- Prompt: An exact copy of every entry is needed, without any of the pictures.

Data records:

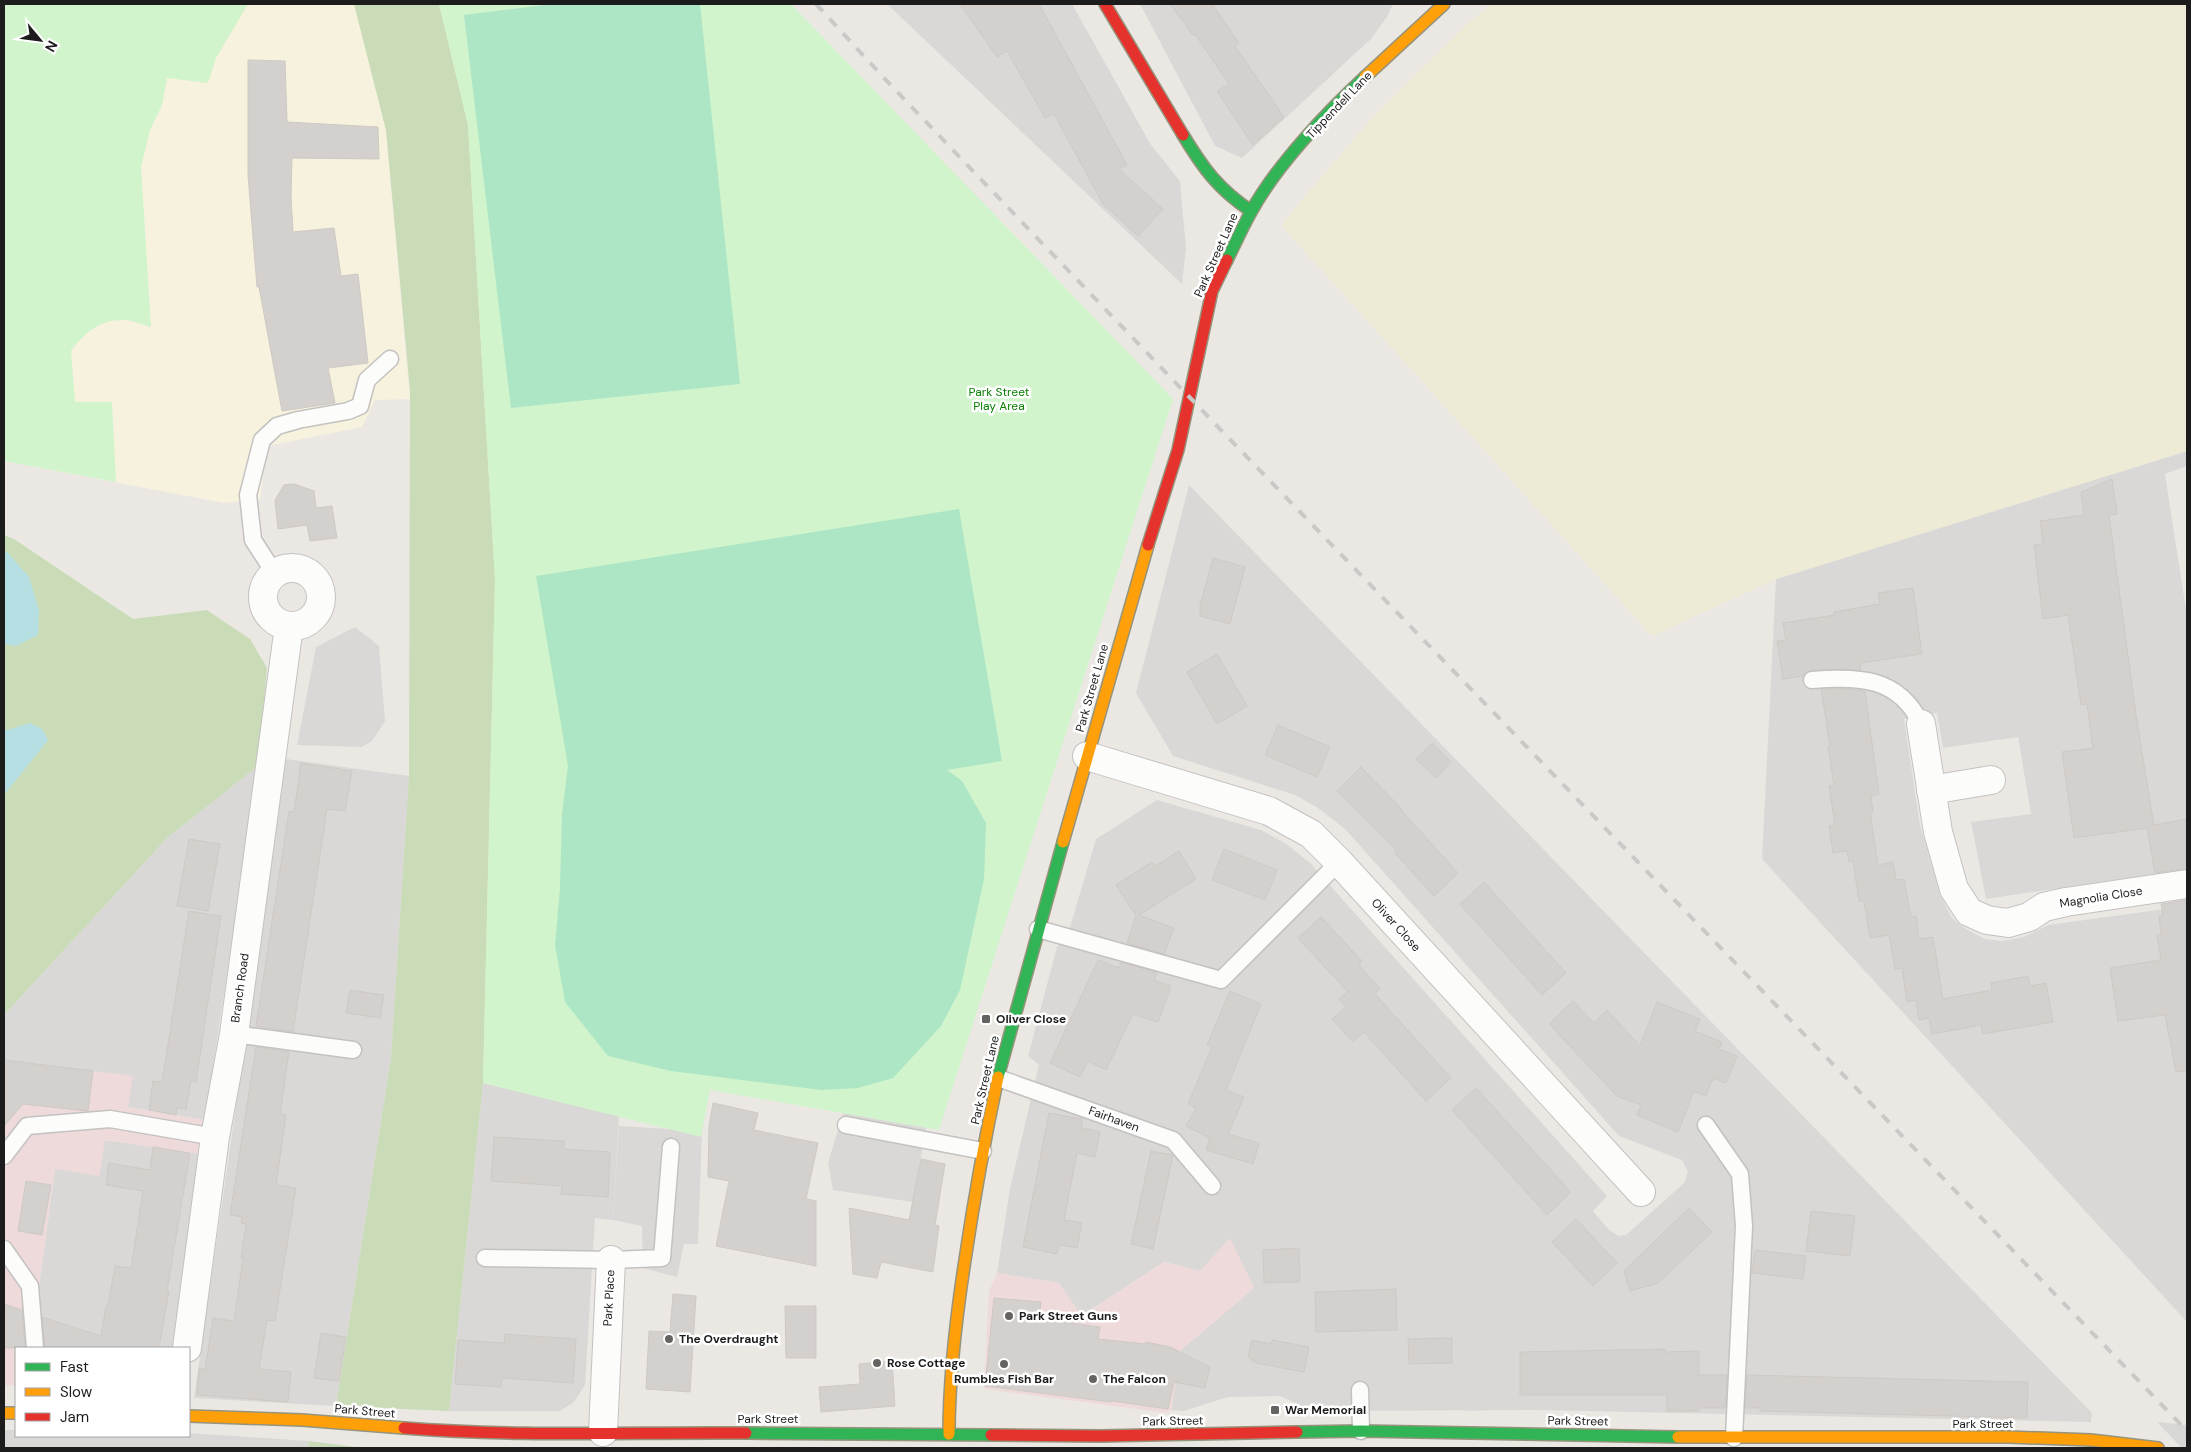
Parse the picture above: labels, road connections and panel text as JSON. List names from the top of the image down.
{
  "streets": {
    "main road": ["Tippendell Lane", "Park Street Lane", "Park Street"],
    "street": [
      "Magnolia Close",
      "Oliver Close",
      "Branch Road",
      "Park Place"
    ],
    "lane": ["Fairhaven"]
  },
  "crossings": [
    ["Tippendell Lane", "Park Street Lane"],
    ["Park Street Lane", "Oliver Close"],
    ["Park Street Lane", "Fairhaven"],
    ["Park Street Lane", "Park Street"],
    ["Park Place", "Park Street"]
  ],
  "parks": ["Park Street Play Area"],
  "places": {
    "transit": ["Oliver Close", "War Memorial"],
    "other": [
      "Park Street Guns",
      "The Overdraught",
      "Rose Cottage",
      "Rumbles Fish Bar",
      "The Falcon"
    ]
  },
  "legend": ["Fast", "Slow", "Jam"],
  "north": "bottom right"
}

- Exercise answer:
Parse the picture above: labels, road connections and panel text as JSON. List names from the top of the image down.
{
  "streets": {
    "main road": ["Tippendell Lane", "Park Street Lane", "Park Street"],
    "street": [
      "Magnolia Close",
      "Oliver Close",
      "Branch Road",
      "Park Place"
    ],
    "lane": ["Fairhaven"]
  },
  "crossings": [
    ["Tippendell Lane", "Park Street Lane"],
    ["Park Street Lane", "Oliver Close"],
    ["Park Street Lane", "Fairhaven"],
    ["Park Street Lane", "Park Street"],
    ["Park Place", "Park Street"]
  ],
  "parks": ["Park Street Play Area"],
  "places": {
    "transit": ["Oliver Close", "War Memorial"],
    "other": [
      "Park Street Guns",
      "The Overdraught",
      "Rose Cottage",
      "Rumbles Fish Bar",
      "The Falcon"
    ]
  },
  "legend": ["Fast", "Slow", "Jam"],
  "north": "bottom right"
}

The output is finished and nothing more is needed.